Lord Blunkett tore into Boris Johnson on BBC Question Time, saying he has “sucked the life” out of politics as a whole.
A Labour peer and former MP for Sheffield Brightside and Hillsborough, Blunkett did not hold back when he was responding to a question from the audience – “is Boris Johnson’s political career dead and buried?” – on Thursday night.
Blunkett said: “What we’re dealing with is this character, this phenomena, Boris Johnson, who has sucked the life out of the rest of the political arena and all the real issues that we need to deal with.”
Former prime minister and ex-MP Johnson has dominated the news cycle once again this week, after the parliamentary privileges committee decided that he did deliberately mislead the Commons over partygate.

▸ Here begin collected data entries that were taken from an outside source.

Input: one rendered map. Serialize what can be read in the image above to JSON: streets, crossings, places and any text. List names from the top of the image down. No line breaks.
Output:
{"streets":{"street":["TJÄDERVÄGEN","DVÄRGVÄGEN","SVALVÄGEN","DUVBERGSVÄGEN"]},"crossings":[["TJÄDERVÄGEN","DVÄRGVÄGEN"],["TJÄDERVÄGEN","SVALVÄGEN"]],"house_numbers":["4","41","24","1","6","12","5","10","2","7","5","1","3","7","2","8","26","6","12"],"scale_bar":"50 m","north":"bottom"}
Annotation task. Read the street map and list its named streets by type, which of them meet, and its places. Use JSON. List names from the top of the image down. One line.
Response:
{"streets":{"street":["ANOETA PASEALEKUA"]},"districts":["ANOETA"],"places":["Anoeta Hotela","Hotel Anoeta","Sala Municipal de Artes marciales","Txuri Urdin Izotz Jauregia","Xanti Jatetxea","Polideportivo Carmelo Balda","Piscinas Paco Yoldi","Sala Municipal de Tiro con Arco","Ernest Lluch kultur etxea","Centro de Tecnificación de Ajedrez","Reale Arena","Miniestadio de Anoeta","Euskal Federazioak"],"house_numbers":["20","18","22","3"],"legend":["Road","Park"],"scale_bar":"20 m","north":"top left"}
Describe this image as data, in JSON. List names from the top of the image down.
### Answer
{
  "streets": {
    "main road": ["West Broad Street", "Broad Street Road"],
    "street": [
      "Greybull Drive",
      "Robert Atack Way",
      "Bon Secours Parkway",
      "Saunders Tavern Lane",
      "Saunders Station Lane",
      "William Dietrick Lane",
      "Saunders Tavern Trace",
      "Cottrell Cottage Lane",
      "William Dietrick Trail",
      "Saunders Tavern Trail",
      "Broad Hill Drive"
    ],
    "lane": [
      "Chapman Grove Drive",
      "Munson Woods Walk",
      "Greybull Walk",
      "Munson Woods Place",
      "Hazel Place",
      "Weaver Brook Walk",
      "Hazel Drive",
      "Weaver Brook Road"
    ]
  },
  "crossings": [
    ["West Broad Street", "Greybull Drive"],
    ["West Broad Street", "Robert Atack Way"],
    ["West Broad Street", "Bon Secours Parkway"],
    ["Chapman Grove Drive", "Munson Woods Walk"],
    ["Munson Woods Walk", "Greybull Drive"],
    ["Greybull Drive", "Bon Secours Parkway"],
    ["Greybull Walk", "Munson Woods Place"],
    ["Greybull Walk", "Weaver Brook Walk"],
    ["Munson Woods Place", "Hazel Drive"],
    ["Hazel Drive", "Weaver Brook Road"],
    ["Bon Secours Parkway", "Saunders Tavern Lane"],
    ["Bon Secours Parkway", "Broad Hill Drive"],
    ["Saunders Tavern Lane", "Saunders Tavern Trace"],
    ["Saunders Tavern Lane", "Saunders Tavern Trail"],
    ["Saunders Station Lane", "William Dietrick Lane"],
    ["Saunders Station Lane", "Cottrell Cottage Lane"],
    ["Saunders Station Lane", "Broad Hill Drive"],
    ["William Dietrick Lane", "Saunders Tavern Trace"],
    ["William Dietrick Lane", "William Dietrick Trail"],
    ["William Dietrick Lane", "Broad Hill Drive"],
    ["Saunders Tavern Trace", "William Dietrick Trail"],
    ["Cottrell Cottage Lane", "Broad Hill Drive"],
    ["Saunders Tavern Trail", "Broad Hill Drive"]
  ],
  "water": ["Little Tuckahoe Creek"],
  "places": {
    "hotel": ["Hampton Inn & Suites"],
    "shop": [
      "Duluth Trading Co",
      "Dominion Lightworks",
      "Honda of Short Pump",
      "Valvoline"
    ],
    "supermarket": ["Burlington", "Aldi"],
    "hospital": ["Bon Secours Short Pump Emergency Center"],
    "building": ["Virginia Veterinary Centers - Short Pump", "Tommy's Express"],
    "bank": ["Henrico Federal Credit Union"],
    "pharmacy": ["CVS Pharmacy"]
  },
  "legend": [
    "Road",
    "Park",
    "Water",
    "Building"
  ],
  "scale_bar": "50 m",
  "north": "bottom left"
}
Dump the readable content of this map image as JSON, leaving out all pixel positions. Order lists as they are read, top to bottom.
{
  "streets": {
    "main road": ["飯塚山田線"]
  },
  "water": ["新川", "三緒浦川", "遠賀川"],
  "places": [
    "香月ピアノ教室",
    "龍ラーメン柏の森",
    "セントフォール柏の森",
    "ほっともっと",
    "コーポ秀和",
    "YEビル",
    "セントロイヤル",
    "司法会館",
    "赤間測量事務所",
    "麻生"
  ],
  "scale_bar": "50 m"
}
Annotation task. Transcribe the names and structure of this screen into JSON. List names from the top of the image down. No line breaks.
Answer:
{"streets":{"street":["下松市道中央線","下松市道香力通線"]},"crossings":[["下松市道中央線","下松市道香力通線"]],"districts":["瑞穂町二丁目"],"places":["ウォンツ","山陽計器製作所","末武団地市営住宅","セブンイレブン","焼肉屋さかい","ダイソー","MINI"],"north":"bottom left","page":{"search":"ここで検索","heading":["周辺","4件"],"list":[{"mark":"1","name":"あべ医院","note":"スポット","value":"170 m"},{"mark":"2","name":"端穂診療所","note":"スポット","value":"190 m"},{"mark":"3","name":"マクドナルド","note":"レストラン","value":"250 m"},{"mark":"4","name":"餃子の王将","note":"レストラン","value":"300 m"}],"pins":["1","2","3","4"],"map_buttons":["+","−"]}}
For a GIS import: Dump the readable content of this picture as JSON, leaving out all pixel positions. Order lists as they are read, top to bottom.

Johnson stepped down from parliament last Friday when he received an advance copy of the report, but he denounced it as a “witch hunt”, and has been incredibly critical of the committee in the days since.
Blunkett continued: “I’ve been reflecting over the last seven days, and we’ve had the demise of Berlusconi, we’ve had Boris take himself out of parliament and then blame everybody else that he’s gone, and we’ve had Trump in the United States.”
The peer was referring to the divisive figure, Silvio Berlusconi, Italy’s one-time prime minister who died earlier this week, as well as to the furore around former US president Donald Trump, who is facing criminal charges over taking classified documents when he left the White House.
As Blunkett neatly summarised it: “I think we’ve had the dead, the departed and the demented.”
But, the peer didn’t stop there, but continued to lay into Johnson and his attitude to life in office.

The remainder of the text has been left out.